(Beginning of RECORDS SUPPLIED)

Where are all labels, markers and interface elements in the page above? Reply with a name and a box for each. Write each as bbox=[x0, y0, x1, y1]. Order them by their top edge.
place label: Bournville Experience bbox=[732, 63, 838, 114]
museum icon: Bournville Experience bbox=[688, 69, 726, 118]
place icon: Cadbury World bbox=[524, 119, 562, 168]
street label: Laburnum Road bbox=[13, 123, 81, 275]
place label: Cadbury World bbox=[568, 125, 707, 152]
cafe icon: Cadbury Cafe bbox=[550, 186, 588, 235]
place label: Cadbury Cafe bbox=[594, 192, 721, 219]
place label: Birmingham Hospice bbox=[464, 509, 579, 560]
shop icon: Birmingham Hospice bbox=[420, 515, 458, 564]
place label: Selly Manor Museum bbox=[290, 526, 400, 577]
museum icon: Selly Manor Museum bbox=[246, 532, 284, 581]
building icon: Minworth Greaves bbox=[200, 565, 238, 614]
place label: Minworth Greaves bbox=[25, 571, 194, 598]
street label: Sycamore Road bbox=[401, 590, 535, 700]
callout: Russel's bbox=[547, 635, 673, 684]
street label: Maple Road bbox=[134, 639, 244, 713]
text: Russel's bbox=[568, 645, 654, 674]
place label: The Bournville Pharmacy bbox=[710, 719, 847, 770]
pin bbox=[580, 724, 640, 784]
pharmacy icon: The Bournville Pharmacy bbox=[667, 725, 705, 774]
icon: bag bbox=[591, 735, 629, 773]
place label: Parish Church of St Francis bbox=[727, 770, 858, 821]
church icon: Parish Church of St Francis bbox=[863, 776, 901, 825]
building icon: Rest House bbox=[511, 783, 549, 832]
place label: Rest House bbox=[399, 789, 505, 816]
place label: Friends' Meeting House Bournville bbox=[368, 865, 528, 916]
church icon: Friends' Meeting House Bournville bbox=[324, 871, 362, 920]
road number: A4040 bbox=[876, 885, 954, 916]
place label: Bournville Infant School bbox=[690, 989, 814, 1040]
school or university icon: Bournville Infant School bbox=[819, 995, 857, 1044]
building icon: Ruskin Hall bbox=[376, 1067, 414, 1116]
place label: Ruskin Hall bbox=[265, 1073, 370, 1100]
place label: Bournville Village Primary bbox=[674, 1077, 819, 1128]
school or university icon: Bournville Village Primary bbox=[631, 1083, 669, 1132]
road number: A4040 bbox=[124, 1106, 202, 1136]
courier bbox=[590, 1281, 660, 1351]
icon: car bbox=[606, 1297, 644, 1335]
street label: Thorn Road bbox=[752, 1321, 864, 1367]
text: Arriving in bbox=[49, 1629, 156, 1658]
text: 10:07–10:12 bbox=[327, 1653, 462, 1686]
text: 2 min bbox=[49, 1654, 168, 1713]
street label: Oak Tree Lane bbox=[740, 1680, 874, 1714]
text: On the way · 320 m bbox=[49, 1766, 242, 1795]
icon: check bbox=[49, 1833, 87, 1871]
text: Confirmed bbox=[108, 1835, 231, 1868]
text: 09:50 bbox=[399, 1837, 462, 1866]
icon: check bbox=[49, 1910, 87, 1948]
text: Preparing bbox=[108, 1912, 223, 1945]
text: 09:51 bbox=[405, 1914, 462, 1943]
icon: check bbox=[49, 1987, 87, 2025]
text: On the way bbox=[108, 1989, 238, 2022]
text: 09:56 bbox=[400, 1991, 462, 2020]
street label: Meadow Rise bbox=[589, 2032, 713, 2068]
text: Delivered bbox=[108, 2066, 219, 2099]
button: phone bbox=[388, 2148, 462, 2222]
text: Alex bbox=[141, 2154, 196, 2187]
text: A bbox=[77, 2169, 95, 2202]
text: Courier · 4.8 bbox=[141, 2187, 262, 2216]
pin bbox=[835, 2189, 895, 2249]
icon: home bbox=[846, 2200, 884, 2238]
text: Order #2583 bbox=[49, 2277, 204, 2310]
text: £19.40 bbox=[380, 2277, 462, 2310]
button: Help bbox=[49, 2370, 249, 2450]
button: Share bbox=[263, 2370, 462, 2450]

(End of RECORDS SUPPLIED)

- EXERCISE
Repeat all the entries word for word.

- WRITTEN ANSWER
Where are all labels, markers and interface elements in the page above? Reply with a name and a box for each. Write each as bbox=[x0, y0, x1, y1]. Order them by their top edge.
place label: Bournville Experience bbox=[732, 63, 838, 114]
museum icon: Bournville Experience bbox=[688, 69, 726, 118]
place icon: Cadbury World bbox=[524, 119, 562, 168]
street label: Laburnum Road bbox=[13, 123, 81, 275]
place label: Cadbury World bbox=[568, 125, 707, 152]
cafe icon: Cadbury Cafe bbox=[550, 186, 588, 235]
place label: Cadbury Cafe bbox=[594, 192, 721, 219]
place label: Birmingham Hospice bbox=[464, 509, 579, 560]
shop icon: Birmingham Hospice bbox=[420, 515, 458, 564]
place label: Selly Manor Museum bbox=[290, 526, 400, 577]
museum icon: Selly Manor Museum bbox=[246, 532, 284, 581]
building icon: Minworth Greaves bbox=[200, 565, 238, 614]
place label: Minworth Greaves bbox=[25, 571, 194, 598]
street label: Sycamore Road bbox=[401, 590, 535, 700]
callout: Russel's bbox=[547, 635, 673, 684]
street label: Maple Road bbox=[134, 639, 244, 713]
text: Russel's bbox=[568, 645, 654, 674]
place label: The Bournville Pharmacy bbox=[710, 719, 847, 770]
pin bbox=[580, 724, 640, 784]
pharmacy icon: The Bournville Pharmacy bbox=[667, 725, 705, 774]
icon: bag bbox=[591, 735, 629, 773]
place label: Parish Church of St Francis bbox=[727, 770, 858, 821]
church icon: Parish Church of St Francis bbox=[863, 776, 901, 825]
building icon: Rest House bbox=[511, 783, 549, 832]
place label: Rest House bbox=[399, 789, 505, 816]
place label: Friends' Meeting House Bournville bbox=[368, 865, 528, 916]
church icon: Friends' Meeting House Bournville bbox=[324, 871, 362, 920]
road number: A4040 bbox=[876, 885, 954, 916]
place label: Bournville Infant School bbox=[690, 989, 814, 1040]
school or university icon: Bournville Infant School bbox=[819, 995, 857, 1044]
building icon: Ruskin Hall bbox=[376, 1067, 414, 1116]
place label: Ruskin Hall bbox=[265, 1073, 370, 1100]
place label: Bournville Village Primary bbox=[674, 1077, 819, 1128]
school or university icon: Bournville Village Primary bbox=[631, 1083, 669, 1132]
road number: A4040 bbox=[124, 1106, 202, 1136]
courier bbox=[590, 1281, 660, 1351]
icon: car bbox=[606, 1297, 644, 1335]
street label: Thorn Road bbox=[752, 1321, 864, 1367]
text: Arriving in bbox=[49, 1629, 156, 1658]
text: 10:07–10:12 bbox=[327, 1653, 462, 1686]
text: 2 min bbox=[49, 1654, 168, 1713]
street label: Oak Tree Lane bbox=[740, 1680, 874, 1714]
text: On the way · 320 m bbox=[49, 1766, 242, 1795]
icon: check bbox=[49, 1833, 87, 1871]
text: Confirmed bbox=[108, 1835, 231, 1868]
text: 09:50 bbox=[399, 1837, 462, 1866]
icon: check bbox=[49, 1910, 87, 1948]
text: Preparing bbox=[108, 1912, 223, 1945]
text: 09:51 bbox=[405, 1914, 462, 1943]
icon: check bbox=[49, 1987, 87, 2025]
text: On the way bbox=[108, 1989, 238, 2022]
text: 09:56 bbox=[400, 1991, 462, 2020]
street label: Meadow Rise bbox=[589, 2032, 713, 2068]
text: Delivered bbox=[108, 2066, 219, 2099]
button: phone bbox=[388, 2148, 462, 2222]
text: Alex bbox=[141, 2154, 196, 2187]
text: A bbox=[77, 2169, 95, 2202]
text: Courier · 4.8 bbox=[141, 2187, 262, 2216]
pin bbox=[835, 2189, 895, 2249]
icon: home bbox=[846, 2200, 884, 2238]
text: Order #2583 bbox=[49, 2277, 204, 2310]
text: £19.40 bbox=[380, 2277, 462, 2310]
button: Help bbox=[49, 2370, 249, 2450]
button: Share bbox=[263, 2370, 462, 2450]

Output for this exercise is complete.